[Data records]:
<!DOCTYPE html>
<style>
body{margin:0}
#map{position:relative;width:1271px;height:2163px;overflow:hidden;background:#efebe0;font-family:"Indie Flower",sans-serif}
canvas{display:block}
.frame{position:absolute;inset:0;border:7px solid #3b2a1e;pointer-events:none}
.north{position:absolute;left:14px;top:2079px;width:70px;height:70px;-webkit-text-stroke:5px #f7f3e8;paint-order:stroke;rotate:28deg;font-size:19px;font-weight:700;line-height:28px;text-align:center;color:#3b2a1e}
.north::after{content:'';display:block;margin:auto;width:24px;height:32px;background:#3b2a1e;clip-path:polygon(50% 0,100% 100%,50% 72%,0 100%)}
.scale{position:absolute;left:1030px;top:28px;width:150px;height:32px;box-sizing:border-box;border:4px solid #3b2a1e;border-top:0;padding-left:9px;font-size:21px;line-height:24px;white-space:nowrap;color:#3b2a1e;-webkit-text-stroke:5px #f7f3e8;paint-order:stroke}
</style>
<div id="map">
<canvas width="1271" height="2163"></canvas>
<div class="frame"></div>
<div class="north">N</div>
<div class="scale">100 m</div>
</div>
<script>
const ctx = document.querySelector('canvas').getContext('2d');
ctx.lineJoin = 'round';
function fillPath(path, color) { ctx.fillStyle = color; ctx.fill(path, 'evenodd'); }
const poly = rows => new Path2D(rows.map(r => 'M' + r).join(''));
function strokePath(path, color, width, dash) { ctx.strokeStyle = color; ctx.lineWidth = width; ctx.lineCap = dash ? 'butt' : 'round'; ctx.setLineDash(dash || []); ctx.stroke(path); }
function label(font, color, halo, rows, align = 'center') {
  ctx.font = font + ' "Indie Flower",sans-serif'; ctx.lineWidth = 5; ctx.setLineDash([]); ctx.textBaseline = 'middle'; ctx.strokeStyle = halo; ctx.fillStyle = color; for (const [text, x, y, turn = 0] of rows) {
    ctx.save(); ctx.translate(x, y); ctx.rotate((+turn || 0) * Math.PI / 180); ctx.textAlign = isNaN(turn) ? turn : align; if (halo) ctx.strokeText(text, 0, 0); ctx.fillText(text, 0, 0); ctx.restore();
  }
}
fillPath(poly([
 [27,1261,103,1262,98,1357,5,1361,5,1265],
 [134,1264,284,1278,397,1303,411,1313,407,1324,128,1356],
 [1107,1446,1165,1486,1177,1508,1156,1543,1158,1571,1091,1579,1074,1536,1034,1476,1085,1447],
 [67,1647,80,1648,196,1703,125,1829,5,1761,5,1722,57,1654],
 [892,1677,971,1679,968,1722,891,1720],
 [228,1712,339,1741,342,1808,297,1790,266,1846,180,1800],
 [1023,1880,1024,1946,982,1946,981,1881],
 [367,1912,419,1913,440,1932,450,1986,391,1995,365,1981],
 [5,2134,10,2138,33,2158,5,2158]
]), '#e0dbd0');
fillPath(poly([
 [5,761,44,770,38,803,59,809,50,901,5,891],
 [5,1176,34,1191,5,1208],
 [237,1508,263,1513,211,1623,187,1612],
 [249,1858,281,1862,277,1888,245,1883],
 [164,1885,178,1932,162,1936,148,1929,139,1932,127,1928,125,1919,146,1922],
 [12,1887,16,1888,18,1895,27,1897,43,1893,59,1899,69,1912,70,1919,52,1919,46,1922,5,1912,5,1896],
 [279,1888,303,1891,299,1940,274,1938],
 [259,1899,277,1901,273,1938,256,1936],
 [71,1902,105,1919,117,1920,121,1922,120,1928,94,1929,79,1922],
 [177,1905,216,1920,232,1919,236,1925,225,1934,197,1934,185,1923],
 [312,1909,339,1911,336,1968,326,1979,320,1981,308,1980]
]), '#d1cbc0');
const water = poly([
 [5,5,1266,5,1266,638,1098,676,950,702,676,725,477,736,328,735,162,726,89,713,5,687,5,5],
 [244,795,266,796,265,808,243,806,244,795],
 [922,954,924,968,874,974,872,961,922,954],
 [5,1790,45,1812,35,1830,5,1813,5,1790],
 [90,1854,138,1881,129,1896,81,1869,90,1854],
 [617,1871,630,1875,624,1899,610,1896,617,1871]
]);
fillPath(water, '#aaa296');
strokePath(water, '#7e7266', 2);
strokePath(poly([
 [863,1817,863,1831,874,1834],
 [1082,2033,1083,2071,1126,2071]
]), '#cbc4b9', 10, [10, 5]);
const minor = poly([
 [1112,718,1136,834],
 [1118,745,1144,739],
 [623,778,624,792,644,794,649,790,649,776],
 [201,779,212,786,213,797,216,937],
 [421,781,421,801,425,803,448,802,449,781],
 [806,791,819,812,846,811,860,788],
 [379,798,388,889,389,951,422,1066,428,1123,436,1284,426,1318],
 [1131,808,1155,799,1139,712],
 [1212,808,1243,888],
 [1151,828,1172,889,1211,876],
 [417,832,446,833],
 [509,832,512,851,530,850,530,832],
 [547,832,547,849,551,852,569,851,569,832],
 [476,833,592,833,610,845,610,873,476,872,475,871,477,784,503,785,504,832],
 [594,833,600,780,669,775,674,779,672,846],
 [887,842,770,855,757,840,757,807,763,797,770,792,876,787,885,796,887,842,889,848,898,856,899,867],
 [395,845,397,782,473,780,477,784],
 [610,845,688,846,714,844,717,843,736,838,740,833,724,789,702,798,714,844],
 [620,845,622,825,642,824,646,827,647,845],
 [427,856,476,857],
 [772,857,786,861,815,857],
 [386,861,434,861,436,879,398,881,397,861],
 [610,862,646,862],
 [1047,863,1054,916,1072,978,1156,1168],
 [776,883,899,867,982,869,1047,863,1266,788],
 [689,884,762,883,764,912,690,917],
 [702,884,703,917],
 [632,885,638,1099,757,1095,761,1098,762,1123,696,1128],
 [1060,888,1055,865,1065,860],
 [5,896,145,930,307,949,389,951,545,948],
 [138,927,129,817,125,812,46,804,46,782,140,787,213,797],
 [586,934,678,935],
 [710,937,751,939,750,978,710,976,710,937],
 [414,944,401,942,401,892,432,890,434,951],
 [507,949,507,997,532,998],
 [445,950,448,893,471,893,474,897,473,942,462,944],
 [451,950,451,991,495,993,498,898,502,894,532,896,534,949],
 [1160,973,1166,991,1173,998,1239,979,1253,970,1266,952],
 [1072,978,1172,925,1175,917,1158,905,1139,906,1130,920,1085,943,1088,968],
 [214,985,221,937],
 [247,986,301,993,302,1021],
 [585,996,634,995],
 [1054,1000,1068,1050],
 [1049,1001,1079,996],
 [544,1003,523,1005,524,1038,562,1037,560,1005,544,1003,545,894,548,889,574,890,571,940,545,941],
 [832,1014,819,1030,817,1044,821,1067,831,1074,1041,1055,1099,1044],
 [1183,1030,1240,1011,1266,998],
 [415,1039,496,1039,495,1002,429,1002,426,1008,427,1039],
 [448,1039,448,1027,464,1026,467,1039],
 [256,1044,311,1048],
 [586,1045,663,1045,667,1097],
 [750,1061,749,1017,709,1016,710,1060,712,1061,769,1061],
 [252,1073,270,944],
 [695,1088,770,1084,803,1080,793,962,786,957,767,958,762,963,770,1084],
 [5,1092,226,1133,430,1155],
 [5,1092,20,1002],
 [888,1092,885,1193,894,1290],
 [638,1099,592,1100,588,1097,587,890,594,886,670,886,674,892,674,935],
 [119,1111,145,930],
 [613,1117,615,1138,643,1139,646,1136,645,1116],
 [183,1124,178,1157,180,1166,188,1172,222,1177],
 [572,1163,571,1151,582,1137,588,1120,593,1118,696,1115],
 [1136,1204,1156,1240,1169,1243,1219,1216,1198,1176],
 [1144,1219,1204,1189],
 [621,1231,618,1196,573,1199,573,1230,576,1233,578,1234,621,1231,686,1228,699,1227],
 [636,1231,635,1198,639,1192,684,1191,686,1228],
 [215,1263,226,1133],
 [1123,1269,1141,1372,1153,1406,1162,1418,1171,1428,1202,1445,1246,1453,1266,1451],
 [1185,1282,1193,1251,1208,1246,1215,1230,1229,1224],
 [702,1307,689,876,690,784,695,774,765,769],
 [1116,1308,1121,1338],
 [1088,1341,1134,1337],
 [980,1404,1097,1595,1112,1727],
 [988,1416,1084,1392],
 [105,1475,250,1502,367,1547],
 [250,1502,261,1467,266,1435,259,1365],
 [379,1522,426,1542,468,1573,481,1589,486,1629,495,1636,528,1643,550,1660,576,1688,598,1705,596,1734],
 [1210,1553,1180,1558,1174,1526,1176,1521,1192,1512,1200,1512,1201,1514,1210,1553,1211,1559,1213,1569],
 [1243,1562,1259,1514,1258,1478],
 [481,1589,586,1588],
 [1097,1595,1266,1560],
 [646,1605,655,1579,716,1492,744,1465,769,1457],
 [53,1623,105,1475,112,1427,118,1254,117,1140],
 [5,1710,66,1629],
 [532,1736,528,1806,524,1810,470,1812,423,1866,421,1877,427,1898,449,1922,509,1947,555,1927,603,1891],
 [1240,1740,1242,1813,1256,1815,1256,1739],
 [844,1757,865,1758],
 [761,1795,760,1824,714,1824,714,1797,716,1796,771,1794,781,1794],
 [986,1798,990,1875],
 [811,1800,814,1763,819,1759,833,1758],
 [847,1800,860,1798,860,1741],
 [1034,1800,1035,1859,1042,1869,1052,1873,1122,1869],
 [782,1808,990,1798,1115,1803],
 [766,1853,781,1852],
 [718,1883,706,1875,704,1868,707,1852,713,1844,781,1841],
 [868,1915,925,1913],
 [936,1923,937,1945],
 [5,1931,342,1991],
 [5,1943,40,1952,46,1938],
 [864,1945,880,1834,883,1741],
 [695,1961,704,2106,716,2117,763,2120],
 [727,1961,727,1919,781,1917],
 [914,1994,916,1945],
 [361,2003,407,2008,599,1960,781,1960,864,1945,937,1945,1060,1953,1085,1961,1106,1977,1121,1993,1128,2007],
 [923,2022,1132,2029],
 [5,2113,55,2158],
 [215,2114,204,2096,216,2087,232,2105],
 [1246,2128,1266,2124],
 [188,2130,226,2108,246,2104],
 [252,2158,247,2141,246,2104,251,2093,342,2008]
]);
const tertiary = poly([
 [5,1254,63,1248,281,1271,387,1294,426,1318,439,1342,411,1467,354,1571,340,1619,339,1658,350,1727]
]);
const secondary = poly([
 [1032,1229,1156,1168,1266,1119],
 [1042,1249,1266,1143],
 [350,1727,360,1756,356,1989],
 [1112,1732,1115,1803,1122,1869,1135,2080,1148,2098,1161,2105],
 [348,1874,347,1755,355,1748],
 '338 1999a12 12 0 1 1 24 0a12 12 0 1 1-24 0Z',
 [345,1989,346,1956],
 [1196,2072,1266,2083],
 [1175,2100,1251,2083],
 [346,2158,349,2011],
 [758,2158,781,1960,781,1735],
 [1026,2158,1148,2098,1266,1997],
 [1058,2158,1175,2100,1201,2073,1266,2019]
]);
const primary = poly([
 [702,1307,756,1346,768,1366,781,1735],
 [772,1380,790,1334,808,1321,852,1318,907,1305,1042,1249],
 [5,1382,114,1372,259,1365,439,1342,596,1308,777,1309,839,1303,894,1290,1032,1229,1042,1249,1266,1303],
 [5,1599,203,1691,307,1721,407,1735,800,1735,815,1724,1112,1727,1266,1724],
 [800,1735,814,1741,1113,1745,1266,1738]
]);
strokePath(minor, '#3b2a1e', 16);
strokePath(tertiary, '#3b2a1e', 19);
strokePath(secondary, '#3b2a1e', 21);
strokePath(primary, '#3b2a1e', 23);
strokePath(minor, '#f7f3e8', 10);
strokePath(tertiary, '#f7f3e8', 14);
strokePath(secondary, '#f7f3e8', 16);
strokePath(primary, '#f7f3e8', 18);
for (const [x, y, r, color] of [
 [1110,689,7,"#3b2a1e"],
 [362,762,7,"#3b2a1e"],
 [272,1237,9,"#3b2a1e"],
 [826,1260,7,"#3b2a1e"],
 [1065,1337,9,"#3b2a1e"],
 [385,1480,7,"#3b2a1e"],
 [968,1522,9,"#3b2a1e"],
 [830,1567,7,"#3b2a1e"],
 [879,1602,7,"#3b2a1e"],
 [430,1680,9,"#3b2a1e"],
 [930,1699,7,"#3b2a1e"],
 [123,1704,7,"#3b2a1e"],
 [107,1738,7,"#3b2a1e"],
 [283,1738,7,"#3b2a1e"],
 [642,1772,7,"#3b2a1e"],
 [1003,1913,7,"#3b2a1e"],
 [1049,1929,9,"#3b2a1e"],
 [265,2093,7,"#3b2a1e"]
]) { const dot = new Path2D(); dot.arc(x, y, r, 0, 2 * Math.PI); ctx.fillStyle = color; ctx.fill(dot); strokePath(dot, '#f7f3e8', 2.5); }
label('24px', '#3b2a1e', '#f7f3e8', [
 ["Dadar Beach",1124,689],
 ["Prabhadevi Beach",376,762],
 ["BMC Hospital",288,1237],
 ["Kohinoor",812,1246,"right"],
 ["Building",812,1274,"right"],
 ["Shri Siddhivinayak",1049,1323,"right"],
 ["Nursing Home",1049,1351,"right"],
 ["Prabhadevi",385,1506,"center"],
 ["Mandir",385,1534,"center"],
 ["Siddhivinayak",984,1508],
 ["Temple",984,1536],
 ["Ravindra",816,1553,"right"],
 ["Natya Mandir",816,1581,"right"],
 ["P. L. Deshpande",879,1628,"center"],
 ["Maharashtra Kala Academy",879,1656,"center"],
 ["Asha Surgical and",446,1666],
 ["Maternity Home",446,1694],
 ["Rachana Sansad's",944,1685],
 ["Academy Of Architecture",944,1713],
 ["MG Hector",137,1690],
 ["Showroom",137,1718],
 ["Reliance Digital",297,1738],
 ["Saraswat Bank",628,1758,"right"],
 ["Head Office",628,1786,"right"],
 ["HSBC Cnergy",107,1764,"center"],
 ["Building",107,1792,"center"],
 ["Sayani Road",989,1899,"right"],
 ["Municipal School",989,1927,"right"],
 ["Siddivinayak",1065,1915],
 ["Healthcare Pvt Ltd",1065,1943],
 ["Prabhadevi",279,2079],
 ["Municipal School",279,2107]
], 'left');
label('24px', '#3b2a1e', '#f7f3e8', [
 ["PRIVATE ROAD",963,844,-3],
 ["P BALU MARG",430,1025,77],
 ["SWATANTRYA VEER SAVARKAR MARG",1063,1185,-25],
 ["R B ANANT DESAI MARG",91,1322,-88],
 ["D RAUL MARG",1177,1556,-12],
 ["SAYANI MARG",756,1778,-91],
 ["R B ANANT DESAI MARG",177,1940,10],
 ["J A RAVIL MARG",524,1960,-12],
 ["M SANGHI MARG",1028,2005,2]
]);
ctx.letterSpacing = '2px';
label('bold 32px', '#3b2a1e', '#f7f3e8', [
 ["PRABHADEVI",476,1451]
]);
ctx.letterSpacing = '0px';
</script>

[Exercise description]: Whenever a line of the data includes the word "halo", show that line in full.

[Response to this task]:
function label(font, color, halo, rows, align = 'center') {
  ctx.font = font + ' "Indie Flower",sans-serif'; ctx.lineWidth = 5; ctx.setLineDash([]); ctx.textBaseline = 'middle'; ctx.strokeStyle = halo; ctx.fillStyle = color; for (const [text, x, y, turn = 0] of rows) {
    ctx.save(); ctx.translate(x, y); ctx.rotate((+turn || 0) * Math.PI / 180); ctx.textAlign = isNaN(turn) ? turn : align; if (halo) ctx.strokeText(text, 0, 0); ctx.fillText(text, 0, 0); ctx.restore();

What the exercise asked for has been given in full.